- Theatrical release poster
- Directed by: Ted Tetzlaff
- Screenplay by: Earl Felton
- Story by: Earl Felton Gordon Kahn
- Produced by: Sol C. Siegel
- Starring: John Barrymore Frances Farmer Eugene Pallette Virginia Dale Ricardo Cortez Sig Ruman Don Castle
- Cinematography: Daniel L. Fapp
- Edited by: Archie Marshek
- Music by: Victor Young
- Production company: Paramount Pictures
- Distributed by: Paramount Pictures
- Release date: August 21, 1941;
- Running time: 71 minutes
- Country: United States
- Language: English

= World Premiere (film) =

1941 film by Ted Tetzlaff

World Premiere is a 1941 American comedy film directed by Ted Tetzlaff and written by Earl Felton. The film stars John Barrymore, Frances Farmer, Eugene Pallette, Virginia Dale, Ricardo Cortez, Sig Ruman and Don Castle. The film was released on August 21, 1941, by Paramount Pictures. Otis Garrett was originally scheduled to direct the film but had to pull out due to undergoing major surgery.

==Plot==
Hollywood producer Duncan DeGrasse is preparing for the debut of his anti-Nazi motion picture, 'The Earth is in Flames.' To generate hype, his press agents create elaborate events for the premiere.
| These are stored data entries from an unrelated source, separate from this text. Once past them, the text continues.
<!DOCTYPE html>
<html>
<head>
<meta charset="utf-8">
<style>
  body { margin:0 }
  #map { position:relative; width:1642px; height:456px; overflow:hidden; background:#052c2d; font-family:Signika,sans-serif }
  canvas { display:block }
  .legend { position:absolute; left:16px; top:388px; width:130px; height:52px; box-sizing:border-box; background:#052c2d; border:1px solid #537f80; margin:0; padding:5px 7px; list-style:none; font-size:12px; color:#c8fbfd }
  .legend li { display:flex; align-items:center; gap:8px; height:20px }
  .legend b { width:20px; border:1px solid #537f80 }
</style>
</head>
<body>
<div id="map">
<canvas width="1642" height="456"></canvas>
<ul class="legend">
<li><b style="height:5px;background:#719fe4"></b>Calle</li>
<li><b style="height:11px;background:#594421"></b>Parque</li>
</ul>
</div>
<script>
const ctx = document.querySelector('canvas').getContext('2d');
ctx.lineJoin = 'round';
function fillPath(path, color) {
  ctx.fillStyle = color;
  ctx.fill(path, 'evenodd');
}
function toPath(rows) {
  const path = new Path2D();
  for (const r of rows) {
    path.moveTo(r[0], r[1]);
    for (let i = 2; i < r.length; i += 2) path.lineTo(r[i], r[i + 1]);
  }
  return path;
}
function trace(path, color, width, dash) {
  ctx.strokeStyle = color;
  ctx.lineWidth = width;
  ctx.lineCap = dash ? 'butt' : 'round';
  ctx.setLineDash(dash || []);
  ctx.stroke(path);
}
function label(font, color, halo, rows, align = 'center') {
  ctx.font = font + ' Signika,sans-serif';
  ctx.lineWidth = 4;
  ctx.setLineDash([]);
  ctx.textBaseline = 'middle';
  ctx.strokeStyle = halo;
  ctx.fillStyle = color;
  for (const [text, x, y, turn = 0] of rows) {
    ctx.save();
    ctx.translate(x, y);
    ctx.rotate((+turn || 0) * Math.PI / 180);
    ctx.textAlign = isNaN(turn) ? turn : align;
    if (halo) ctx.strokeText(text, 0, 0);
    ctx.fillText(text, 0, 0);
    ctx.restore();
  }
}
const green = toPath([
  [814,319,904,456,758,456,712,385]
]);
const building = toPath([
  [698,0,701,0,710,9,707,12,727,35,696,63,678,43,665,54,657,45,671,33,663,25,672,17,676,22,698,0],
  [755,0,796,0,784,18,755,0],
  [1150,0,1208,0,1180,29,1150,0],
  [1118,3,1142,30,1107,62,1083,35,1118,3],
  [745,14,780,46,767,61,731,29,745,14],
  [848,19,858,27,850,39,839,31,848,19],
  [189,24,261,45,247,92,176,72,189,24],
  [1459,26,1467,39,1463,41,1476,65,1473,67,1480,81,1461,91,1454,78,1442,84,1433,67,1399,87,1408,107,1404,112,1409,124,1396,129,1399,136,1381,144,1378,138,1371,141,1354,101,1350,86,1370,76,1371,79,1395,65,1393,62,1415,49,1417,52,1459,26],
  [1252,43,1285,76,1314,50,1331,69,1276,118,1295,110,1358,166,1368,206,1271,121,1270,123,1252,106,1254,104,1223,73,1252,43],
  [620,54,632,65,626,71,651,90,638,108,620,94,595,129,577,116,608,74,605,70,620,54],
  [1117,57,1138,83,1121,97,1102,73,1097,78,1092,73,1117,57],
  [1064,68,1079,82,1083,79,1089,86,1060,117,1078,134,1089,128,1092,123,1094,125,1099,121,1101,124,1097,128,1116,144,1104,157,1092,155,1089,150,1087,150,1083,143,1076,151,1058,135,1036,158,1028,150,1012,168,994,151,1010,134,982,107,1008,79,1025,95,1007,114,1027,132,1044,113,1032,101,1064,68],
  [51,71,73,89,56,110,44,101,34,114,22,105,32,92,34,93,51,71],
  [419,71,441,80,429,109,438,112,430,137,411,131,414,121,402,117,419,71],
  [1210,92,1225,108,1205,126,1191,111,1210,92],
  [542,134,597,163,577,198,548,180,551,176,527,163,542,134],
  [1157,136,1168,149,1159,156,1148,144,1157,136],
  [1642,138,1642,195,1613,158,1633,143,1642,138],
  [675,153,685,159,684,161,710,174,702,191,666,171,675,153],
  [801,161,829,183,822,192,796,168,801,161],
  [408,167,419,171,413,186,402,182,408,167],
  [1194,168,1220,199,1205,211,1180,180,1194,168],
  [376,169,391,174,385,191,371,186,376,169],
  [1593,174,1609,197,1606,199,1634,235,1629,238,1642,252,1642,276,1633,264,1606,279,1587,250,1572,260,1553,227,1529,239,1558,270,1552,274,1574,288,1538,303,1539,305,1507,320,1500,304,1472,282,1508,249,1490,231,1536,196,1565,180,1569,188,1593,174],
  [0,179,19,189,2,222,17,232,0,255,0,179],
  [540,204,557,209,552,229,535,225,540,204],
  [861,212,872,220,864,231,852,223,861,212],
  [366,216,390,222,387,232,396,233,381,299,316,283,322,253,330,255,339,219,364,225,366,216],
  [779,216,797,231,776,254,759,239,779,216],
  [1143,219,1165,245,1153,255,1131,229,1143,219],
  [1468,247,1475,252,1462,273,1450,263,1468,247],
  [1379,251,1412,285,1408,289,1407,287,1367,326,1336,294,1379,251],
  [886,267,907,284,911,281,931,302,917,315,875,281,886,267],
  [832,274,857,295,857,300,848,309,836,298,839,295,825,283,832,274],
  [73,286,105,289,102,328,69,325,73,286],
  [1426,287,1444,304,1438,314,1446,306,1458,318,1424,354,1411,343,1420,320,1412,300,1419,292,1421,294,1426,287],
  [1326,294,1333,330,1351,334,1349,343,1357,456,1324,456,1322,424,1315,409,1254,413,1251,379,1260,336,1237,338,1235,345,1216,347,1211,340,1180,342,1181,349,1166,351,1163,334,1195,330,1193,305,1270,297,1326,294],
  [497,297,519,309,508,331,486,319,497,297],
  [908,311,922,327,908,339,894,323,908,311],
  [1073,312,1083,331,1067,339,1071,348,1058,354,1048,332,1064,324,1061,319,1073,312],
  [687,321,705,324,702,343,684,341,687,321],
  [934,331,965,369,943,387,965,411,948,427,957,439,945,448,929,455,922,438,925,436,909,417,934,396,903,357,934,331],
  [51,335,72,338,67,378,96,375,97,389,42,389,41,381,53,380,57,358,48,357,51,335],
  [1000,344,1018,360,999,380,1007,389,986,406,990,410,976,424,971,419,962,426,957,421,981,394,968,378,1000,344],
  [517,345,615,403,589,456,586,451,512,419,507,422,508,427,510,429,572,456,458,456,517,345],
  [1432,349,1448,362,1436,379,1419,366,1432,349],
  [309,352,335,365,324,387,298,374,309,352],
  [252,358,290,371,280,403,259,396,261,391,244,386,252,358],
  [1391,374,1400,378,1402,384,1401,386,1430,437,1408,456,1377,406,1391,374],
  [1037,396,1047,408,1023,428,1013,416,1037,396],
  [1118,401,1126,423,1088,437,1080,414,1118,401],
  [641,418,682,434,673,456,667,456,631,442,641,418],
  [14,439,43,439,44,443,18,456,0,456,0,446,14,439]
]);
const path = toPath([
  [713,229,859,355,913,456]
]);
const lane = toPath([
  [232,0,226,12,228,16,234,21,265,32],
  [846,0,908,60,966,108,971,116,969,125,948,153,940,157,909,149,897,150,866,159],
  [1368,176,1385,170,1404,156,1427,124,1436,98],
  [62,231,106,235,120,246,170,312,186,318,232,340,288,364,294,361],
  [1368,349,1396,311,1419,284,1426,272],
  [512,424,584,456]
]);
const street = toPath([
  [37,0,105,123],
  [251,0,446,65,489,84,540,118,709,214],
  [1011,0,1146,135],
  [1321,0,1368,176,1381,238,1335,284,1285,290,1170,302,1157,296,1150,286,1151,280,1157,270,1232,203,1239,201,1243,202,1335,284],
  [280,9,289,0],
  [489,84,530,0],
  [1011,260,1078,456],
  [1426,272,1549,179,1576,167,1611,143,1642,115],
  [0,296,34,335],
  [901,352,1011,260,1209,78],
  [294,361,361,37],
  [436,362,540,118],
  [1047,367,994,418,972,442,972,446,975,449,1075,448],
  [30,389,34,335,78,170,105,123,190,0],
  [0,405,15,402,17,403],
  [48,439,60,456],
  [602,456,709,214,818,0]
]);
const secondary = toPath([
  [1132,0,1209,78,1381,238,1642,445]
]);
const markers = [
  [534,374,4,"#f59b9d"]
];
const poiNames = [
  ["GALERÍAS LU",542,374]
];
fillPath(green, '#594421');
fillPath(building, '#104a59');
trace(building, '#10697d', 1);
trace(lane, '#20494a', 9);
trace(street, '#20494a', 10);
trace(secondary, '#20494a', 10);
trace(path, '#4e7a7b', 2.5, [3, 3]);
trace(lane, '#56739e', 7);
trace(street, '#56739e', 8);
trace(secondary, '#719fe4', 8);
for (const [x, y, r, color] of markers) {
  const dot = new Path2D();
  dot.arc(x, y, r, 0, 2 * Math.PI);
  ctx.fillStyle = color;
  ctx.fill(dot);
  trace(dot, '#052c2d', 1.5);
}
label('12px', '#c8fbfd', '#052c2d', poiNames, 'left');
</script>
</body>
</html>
One of these stunts involves hiring phony spies to make the audience think they're in real danger. However, among the fake spies are German and Italian operatives.

==Cast==
- John Barrymore as Duncan DeGrasse
- Frances Farmer as Kitty Carr
- Eugene Pallette as Gregory Martin
- Virginia Dale as Lee Morrisson
- Ricardo Cortez as Mark Saunders
- Sig Ruman as Franz von Bushmaster
- Don Castle	as Joe Bemis
- William Wright as Luther Shinkley
- Fritz Feld	as Field Marshal Muller
- Luis Alberni as Signor Scaletti
- Cliff Nazarro as Peters
- Andrew Tombes as Nixon

==Bibliography==
- Fetrow, Alan G. Feature Films, 1940-1949: a United States Filmography. McFarland, 1994.